# Activity
Please copy exactly the lines from the top of the data through the line containing "M1182 0H1563L1594 15", and nothing else.

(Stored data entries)
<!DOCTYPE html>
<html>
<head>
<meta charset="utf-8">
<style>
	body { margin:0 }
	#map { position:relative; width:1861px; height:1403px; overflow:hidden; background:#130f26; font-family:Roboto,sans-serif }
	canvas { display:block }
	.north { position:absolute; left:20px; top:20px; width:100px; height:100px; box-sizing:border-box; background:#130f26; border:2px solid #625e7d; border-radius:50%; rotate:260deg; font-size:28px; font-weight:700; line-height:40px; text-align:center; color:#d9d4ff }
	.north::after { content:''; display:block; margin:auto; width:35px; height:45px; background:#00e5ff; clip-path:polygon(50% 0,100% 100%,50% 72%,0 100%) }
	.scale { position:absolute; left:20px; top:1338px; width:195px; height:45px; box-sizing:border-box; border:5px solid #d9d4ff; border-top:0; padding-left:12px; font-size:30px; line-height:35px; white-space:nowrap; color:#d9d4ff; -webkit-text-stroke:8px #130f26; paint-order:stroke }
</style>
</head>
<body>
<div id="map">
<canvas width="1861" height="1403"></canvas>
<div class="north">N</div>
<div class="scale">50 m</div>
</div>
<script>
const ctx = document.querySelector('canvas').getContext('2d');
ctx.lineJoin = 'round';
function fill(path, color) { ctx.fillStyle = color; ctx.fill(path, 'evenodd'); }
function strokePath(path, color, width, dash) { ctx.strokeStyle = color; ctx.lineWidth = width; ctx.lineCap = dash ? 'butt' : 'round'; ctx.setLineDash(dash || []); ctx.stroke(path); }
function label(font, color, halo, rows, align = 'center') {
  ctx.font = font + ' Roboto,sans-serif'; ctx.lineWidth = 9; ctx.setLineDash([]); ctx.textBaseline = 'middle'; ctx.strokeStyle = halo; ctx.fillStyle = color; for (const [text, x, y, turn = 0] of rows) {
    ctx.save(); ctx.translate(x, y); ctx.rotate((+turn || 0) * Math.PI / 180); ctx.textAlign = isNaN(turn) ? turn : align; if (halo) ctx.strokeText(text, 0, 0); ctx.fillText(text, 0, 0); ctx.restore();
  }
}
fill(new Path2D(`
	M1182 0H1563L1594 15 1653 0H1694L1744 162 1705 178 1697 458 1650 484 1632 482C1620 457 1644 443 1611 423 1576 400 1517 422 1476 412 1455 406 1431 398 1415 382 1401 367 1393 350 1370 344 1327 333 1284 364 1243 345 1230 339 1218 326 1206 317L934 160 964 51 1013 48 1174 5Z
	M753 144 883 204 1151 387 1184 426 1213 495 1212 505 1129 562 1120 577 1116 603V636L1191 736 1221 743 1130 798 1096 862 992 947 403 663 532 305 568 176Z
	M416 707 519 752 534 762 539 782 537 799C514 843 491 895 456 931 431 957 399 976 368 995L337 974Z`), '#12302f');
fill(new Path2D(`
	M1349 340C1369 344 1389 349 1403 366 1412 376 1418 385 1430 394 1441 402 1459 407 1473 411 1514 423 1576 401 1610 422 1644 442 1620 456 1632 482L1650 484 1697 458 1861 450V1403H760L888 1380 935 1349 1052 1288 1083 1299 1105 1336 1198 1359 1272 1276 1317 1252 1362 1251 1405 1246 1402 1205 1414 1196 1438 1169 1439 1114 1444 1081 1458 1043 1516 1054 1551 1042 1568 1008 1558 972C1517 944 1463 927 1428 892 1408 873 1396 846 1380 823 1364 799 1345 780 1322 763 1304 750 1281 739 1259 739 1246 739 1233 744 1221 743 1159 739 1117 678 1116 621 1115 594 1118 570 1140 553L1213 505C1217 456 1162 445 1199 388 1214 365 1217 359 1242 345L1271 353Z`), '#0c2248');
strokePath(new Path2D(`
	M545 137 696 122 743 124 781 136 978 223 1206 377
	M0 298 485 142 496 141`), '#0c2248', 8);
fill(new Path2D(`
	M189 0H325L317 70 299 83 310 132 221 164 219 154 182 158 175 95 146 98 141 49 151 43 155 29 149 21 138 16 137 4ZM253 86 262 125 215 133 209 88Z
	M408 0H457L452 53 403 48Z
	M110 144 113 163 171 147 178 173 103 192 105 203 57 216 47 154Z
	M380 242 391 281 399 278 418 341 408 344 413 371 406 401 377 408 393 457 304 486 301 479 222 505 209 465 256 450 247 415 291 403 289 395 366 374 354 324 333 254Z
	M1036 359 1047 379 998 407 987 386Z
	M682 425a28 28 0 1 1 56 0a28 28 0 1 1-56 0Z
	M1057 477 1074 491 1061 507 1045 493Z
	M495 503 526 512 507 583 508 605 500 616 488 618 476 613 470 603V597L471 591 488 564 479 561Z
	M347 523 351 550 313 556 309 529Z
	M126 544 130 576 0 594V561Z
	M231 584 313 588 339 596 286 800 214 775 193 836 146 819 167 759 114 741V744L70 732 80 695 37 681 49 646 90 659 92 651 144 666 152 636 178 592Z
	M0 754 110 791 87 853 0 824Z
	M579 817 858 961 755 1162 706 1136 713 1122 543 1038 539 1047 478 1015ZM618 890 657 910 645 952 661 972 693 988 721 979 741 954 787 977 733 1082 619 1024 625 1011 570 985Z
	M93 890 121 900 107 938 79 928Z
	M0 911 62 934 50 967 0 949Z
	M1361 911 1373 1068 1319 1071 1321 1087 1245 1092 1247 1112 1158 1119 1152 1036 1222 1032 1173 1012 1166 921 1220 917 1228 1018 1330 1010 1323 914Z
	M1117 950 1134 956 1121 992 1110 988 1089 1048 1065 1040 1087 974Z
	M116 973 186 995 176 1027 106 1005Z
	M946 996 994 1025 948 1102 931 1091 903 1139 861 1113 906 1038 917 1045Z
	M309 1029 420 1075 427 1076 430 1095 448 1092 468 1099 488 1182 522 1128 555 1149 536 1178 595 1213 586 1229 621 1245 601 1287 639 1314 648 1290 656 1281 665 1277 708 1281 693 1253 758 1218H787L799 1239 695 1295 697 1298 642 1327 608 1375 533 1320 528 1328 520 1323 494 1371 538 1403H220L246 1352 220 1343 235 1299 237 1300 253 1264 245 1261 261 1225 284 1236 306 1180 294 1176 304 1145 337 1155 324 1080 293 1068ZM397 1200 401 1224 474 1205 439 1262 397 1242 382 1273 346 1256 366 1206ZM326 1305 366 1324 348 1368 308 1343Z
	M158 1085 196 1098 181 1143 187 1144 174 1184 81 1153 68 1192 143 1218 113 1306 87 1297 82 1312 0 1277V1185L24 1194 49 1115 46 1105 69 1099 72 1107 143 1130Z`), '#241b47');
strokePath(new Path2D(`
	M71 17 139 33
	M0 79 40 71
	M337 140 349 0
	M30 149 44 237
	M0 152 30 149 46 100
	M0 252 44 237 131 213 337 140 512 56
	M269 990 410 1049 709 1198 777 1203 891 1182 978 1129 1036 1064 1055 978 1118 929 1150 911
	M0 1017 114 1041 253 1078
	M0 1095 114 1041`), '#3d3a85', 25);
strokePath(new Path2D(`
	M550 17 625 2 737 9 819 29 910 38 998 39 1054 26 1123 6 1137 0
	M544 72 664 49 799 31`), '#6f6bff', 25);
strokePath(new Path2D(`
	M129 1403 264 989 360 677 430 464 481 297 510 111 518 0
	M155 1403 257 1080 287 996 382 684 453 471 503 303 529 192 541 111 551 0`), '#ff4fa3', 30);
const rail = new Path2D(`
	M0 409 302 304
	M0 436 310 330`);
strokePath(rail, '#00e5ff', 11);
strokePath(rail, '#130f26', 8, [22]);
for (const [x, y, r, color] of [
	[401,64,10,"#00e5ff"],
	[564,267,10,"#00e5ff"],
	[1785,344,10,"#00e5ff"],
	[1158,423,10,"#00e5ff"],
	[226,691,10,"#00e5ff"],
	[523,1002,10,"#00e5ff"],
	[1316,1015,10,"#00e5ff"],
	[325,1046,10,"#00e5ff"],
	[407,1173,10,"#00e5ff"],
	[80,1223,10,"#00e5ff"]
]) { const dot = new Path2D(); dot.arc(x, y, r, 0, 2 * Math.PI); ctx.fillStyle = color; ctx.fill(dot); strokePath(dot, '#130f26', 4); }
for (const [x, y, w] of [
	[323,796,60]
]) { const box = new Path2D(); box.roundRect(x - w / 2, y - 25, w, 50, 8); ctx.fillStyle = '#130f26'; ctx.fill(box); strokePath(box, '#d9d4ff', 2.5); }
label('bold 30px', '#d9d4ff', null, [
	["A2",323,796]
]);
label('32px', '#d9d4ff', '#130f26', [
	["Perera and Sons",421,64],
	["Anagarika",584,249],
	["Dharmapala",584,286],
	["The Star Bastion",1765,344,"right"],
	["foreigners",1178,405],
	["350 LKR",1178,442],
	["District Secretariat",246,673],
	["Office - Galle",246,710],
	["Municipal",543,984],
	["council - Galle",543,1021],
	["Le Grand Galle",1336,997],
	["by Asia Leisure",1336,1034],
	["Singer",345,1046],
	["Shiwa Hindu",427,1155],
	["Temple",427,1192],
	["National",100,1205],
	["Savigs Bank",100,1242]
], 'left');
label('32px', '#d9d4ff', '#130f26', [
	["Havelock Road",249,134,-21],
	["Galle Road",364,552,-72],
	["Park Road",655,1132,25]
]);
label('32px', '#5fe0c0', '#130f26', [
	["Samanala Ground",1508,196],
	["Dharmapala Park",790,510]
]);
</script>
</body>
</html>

# Problem solution
<!DOCTYPE html>
<html>
<head>
<meta charset="utf-8">
<style>
	body { margin:0 }
	#map { position:relative; width:1861px; height:1403px; overflow:hidden; background:#130f26; font-family:Roboto,sans-serif }
	canvas { display:block }
	.north { position:absolute; left:20px; top:20px; width:100px; height:100px; box-sizing:border-box; background:#130f26; border:2px solid #625e7d; border-radius:50%; rotate:260deg; font-size:28px; font-weight:700; line-height:40px; text-align:center; color:#d9d4ff }
	.north::after { content:''; display:block; margin:auto; width:35px; height:45px; background:#00e5ff; clip-path:polygon(50% 0,100% 100%,50% 72%,0 100%) }
	.scale { position:absolute; left:20px; top:1338px; width:195px; height:45px; box-sizing:border-box; border:5px solid #d9d4ff; border-top:0; padding-left:12px; font-size:30px; line-height:35px; white-space:nowrap; color:#d9d4ff; -webkit-text-stroke:8px #130f26; paint-order:stroke }
</style>
</head>
<body>
<div id="map">
<canvas width="1861" height="1403"></canvas>
<div class="north">N</div>
<div class="scale">50 m</div>
</div>
<script>
const ctx = document.querySelector('canvas').getContext('2d');
ctx.lineJoin = 'round';
function fill(path, color) { ctx.fillStyle = color; ctx.fill(path, 'evenodd'); }
function strokePath(path, color, width, dash) { ctx.strokeStyle = color; ctx.lineWidth = width; ctx.lineCap = dash ? 'butt' : 'round'; ctx.setLineDash(dash || []); ctx.stroke(path); }
function label(font, color, halo, rows, align = 'center') {
  ctx.font = font + ' Roboto,sans-serif'; ctx.lineWidth = 9; ctx.setLineDash([]); ctx.textBaseline = 'middle'; ctx.strokeStyle = halo; ctx.fillStyle = color; for (const [text, x, y, turn = 0] of rows) {
    ctx.save(); ctx.translate(x, y); ctx.rotate((+turn || 0) * Math.PI / 180); ctx.textAlign = isNaN(turn) ? turn : align; if (halo) ctx.strokeText(text, 0, 0); ctx.fillText(text, 0, 0); ctx.restore();
  }
}
fill(new Path2D(`
	M1182 0H1563L1594 15 1653 0H1694L1744 162 1705 178 1697 458 1650 484 1632 482C1620 457 1644 443 1611 423 1576 400 1517 422 1476 412 1455 406 1431 398 1415 382 1401 367 1393 350 1370 344 1327 333 1284 364 1243 345 1230 339 1218 326 1206 317L934 160 964 51 1013 48 1174 5Z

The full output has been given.